We'll start with how the candle itself is put together.
What are Japanese candlesticks and how do you read them?
Japanese candlesticks are a type of exchange chart where each element holds four prices for the chosen period: the open, the close, the high and the low. A candle has a body and wicks, also called shadows or tails: the body is the span between the open and the close, while the wicks show how high and how low price wandered inside the period without holding there.

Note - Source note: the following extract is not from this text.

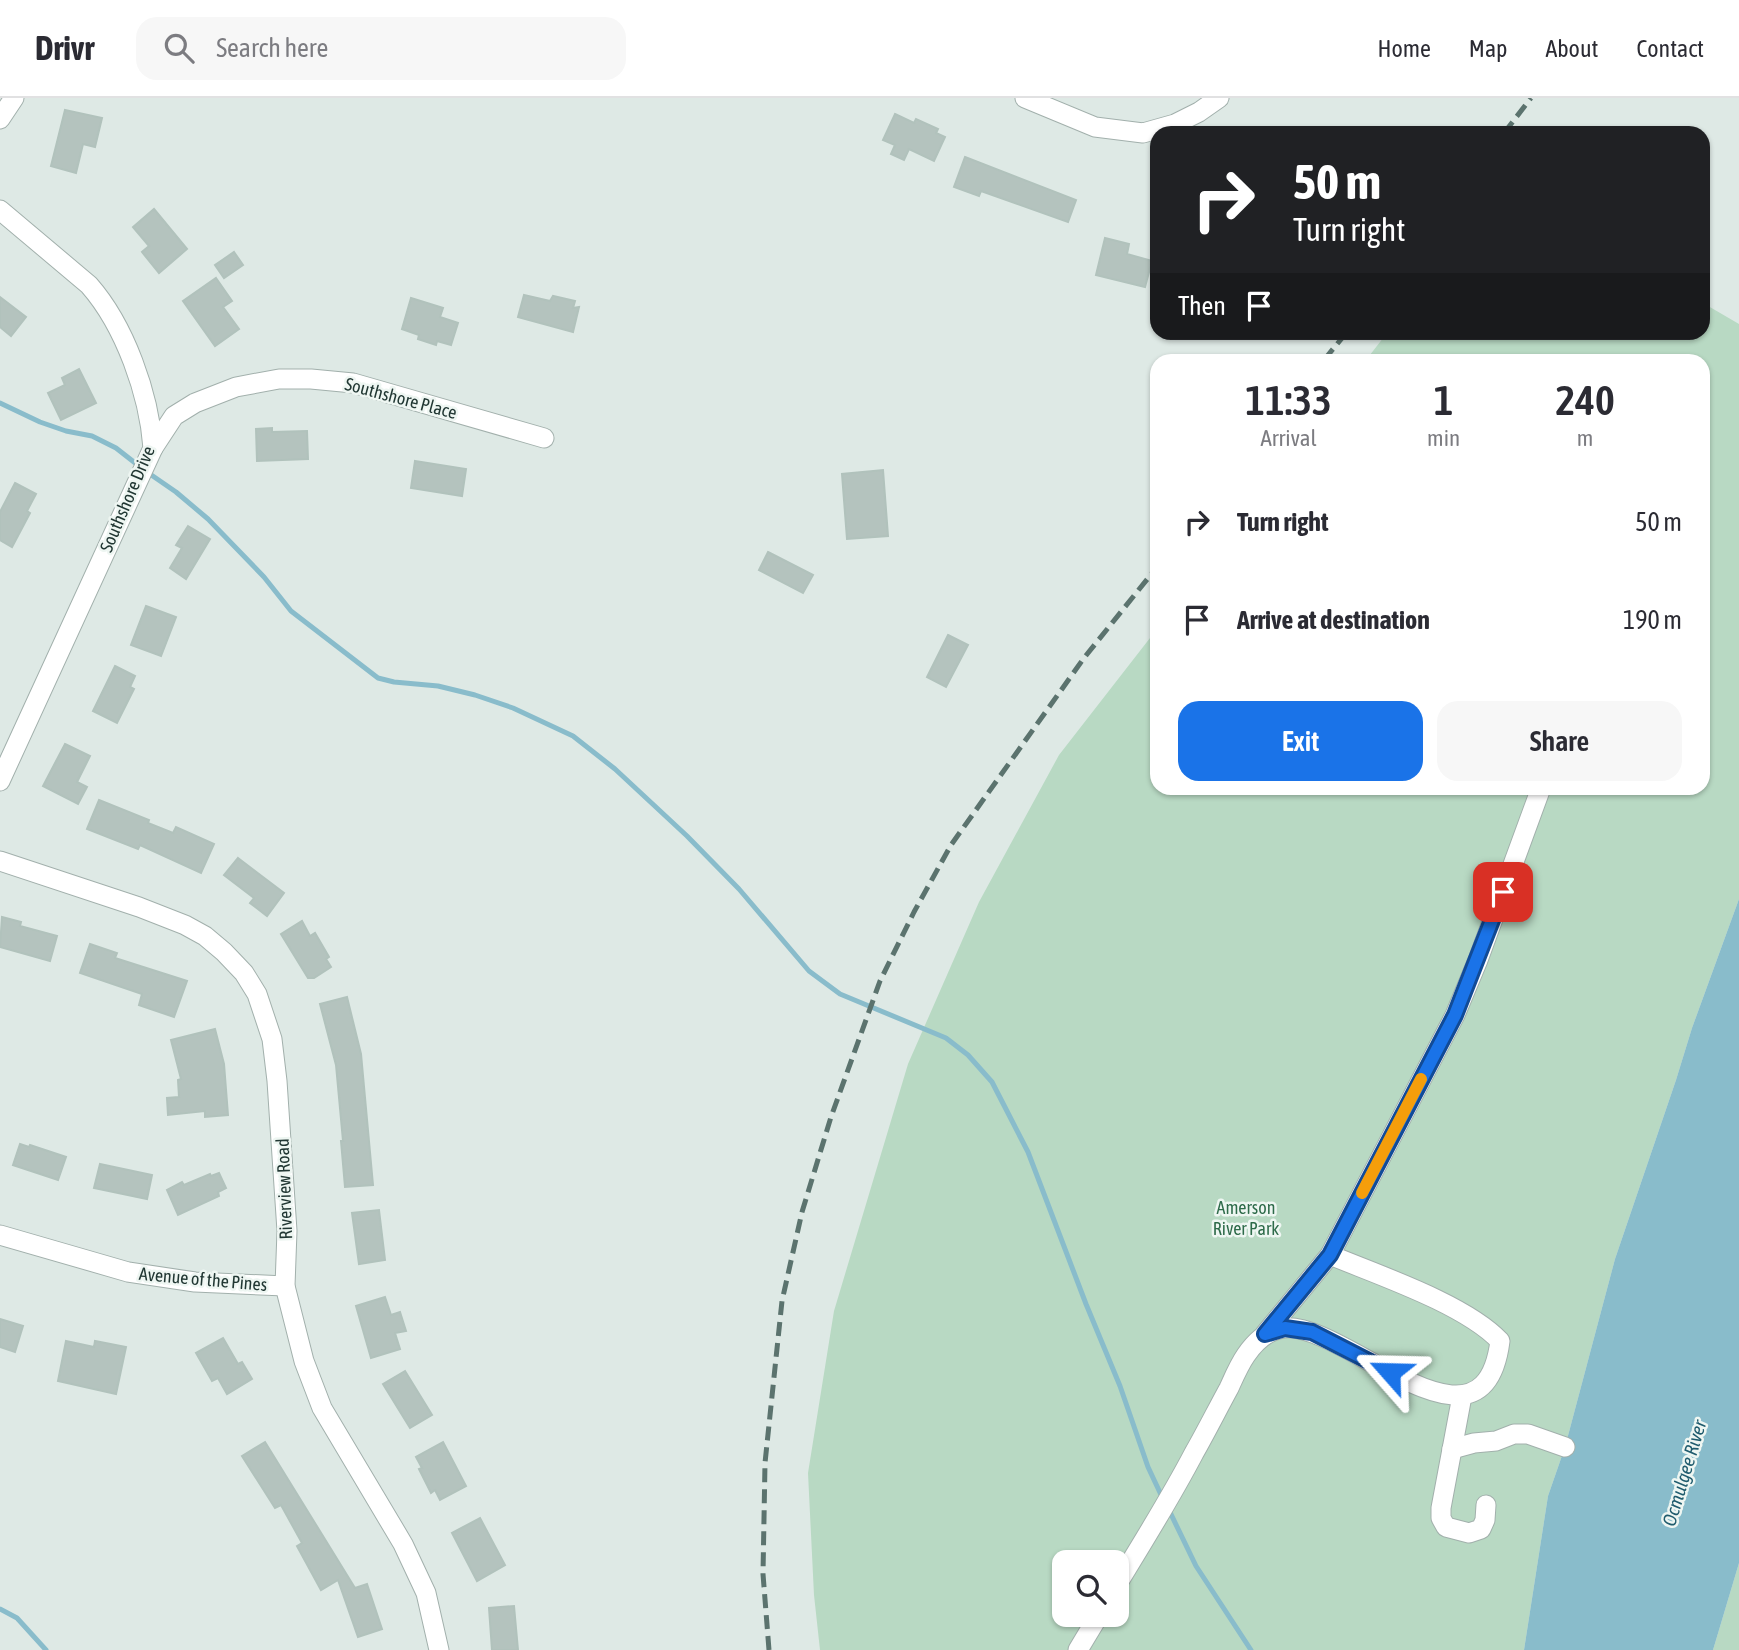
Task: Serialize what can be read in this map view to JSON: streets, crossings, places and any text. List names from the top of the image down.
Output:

In effect, a single candle is the compressed story of one fight. A large body says the move was strong and that one side clearly ran the show, while long wicks reveal that price was shoved one way and beaten back, a rejection of those levels. The method is not new: a Japanese rice merchant, Munehisa Homma, devised it back in the eighteenth century, and the analyst Steve Nison later carried candles to the West. Homma grasped the key thing, that price is driven not only by the harvest but by the psychology of the crowd, and across three hundred years the tool has not changed, because its essence has not: the fear and greed of real people get stamped onto the chart. And the most important of the four prices is the close, because it shows who stayed in charge by the end of the period. That is why I always judge a candle by where it closed, not by where it managed to poke a wick.

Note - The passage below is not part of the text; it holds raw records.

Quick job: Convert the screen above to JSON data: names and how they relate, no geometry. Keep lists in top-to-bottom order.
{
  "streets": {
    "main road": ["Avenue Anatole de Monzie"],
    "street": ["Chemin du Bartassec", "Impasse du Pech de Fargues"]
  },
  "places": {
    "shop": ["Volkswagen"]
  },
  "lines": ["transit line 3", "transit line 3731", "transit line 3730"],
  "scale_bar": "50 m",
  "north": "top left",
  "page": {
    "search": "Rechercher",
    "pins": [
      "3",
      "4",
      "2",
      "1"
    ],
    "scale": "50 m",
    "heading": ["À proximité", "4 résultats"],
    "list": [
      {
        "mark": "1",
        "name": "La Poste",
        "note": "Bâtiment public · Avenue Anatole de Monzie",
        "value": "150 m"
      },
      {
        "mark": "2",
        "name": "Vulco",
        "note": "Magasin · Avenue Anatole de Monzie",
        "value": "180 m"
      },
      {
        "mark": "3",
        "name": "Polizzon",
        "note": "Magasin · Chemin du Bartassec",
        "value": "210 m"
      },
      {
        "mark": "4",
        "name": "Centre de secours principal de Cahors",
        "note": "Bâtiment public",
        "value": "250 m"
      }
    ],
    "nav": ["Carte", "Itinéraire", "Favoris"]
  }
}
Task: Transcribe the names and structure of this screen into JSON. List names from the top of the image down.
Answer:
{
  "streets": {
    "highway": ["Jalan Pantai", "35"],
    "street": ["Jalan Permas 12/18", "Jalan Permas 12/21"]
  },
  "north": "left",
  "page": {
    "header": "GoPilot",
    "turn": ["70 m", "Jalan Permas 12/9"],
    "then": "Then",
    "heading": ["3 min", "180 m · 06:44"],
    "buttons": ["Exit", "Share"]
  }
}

In short: A candle holds four prices for its period; a large body means one side dominated, long wicks mean levels were refused, and the close matters most because it shows who stayed in charge.
Bullish vs bearish candles: what the close really tells you
Nothing could be simpler here. If a candle closes higher than it opened, it is bullish, and buyers took that period. If it closes below its open, it is bearish, and sellers held the reins. On most platforms a bullish candle is green and a bearish one is red, but the colour is secondary; what counts is the pairing of open and close. The size of the body hints at strength: the larger it is relative to the wicks, the more confidently the winning side moved.
This is where the logic of volume analysis comes in. A large body on its own is not the whole story, it has to be backed by force, which is volume. A strong candle on high volume is genuine effort from big money, whereas the same candle on thin volume is, more often than not, a dud. That is exactly the effort versus result principle: you look not only at the candle but at what props it up. A long upper wick gives away weak buyers, a long lower one weak sellers, and those hints are far more honest than the colour of the body.
In short: Close above the open is bullish, below is bearish, colour is secondary; but a large body on weak volume is a hollow shell, only volume gives a candle real force.
The pin bar: a candle that rejects a level
A pin bar is a candle with a long wick and a small body that signals the rejection of a price level and a possible reversal. The name comes from the Pinocchio bar, the liar's nose: the long wick is the false move that the market instantly disowned. The wick should clearly overshoot the body, by two or three times, while the opposite wick is short or absent.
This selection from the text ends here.